Como estoy en organizaciones públicas y privadas, nunca he creado, sido propietario ni he dirigido un negocio. El precio de las acciones nunca se disparó, ningún producto salió al mercado, ninguna empresa se redujo por debajo (junto o a pesar) de mi administración. Esto hizo que, a los ojos de Mel, estuviera dudosamente cualificado para enseñar liderazgo.
Mel es ficticia. Ninguno de mis alumnos ha hecho esa pregunta de manera tan abierta, tan clara y tan pronto. Pero al final de cada curso, muchos admiten que se preguntan lo mismo. Mi origen, mi profesión, las habilidades y los logros de los que me siento orgulloso —para el Mel de mis clases, deseoso de ascender a la cima empresarial— son como pecados que poco a poco expío.
A medida que los directivos acuden en masa a los cursos que prometen transformarlos en líderes, la pregunta de Mel persiste en las aulas de muchas escuelas de negocios y auditorios corporativos. Algunos profesores se adelantan haciendo hincapié en su experiencia empresarial o dejando caer casualmente los nombres de los directores ejecutivos que han conocido. Otros al señalar que no es su trabajo enseñar a nadie a liderar. Más bien se trata de dar oportunidades a los estudiantes de que lo aprendan por sí mismos. Muchos encuentran consuelo en el hecho de que es probable que la pregunta permanezca tácita, de puntillas como el proverbial elefante de la habitación.

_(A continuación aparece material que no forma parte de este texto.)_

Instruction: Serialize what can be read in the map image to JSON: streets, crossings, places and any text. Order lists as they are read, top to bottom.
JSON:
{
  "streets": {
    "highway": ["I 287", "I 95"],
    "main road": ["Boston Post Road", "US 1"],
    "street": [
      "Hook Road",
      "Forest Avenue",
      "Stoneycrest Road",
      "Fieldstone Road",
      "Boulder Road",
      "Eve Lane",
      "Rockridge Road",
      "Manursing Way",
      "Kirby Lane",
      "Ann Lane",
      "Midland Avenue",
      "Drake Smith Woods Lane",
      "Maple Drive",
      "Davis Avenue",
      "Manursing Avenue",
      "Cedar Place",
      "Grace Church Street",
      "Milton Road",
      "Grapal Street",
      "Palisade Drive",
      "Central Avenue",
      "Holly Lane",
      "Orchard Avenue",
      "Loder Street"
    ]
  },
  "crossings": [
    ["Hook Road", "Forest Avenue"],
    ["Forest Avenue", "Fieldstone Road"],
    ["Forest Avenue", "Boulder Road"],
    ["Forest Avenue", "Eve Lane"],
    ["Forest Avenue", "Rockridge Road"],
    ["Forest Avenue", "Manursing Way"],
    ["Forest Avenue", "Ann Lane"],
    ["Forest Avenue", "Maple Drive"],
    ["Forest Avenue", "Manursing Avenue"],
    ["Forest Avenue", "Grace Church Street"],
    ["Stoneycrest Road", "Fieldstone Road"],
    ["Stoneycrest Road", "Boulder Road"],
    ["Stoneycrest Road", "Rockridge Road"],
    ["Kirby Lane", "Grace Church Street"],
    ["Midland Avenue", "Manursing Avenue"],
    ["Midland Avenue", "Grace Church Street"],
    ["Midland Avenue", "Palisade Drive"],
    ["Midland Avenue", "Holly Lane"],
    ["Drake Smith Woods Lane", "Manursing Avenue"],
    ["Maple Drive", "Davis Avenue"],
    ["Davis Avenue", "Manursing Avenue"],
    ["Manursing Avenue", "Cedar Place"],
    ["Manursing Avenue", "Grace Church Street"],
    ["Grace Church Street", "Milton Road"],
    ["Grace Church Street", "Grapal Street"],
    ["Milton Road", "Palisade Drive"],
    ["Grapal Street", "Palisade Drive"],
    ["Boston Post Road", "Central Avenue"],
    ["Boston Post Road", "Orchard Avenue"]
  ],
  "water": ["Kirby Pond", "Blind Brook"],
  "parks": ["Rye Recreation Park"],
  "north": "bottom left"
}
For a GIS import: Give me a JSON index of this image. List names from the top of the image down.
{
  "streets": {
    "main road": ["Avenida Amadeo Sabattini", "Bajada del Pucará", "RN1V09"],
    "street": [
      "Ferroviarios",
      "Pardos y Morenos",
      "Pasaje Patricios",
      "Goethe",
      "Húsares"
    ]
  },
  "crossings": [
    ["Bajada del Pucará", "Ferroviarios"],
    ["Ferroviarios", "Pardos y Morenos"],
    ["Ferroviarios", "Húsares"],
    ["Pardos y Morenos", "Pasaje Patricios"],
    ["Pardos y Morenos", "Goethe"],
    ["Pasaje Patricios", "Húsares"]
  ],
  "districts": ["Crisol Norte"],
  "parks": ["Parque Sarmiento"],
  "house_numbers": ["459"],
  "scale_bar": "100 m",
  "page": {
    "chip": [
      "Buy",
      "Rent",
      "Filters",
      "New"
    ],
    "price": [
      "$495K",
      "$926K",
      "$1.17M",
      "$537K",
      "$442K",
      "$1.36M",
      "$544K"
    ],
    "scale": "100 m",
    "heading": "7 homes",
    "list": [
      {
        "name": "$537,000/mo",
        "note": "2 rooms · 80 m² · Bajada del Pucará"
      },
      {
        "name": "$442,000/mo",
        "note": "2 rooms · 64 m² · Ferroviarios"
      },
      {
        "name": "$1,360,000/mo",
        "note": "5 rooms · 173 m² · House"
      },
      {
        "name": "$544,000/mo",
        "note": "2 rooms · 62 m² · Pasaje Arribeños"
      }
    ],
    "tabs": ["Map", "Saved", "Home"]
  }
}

Es una pena. Quién puede enseñarnos o ayudarnos a aprender a liderar es una cuestión importante. Uno que merece abordarse de frente porque ofrece la oportunidad de disipar dos suposiciones problemáticas y descubrir una verdad fundamental sobre aprender a liderar.
La primera suposición es que liderar significa ocupar un puesto de alta dirección. La falacia de esta ecuación es evidente si echa la vista atrás a los ejecutivos que ha conocido. ¿Eran todos líderes? ¿Eran todos líderes que podían enseñar y de los que usted aprendería con impaciencia? Lo más probable es que algunos lo fueran y otros no.
La segunda suposición es que el liderazgo se aprende transmitiendo consejos o ejemplos personales de quienes han llevado a los que aún no han liderado. Es valioso ceder a las lecciones de los modelos a seguir. Sin embargo, la emulación por sí sola no lo hace un líder. Las teorías tampoco, por mucho que ayuden.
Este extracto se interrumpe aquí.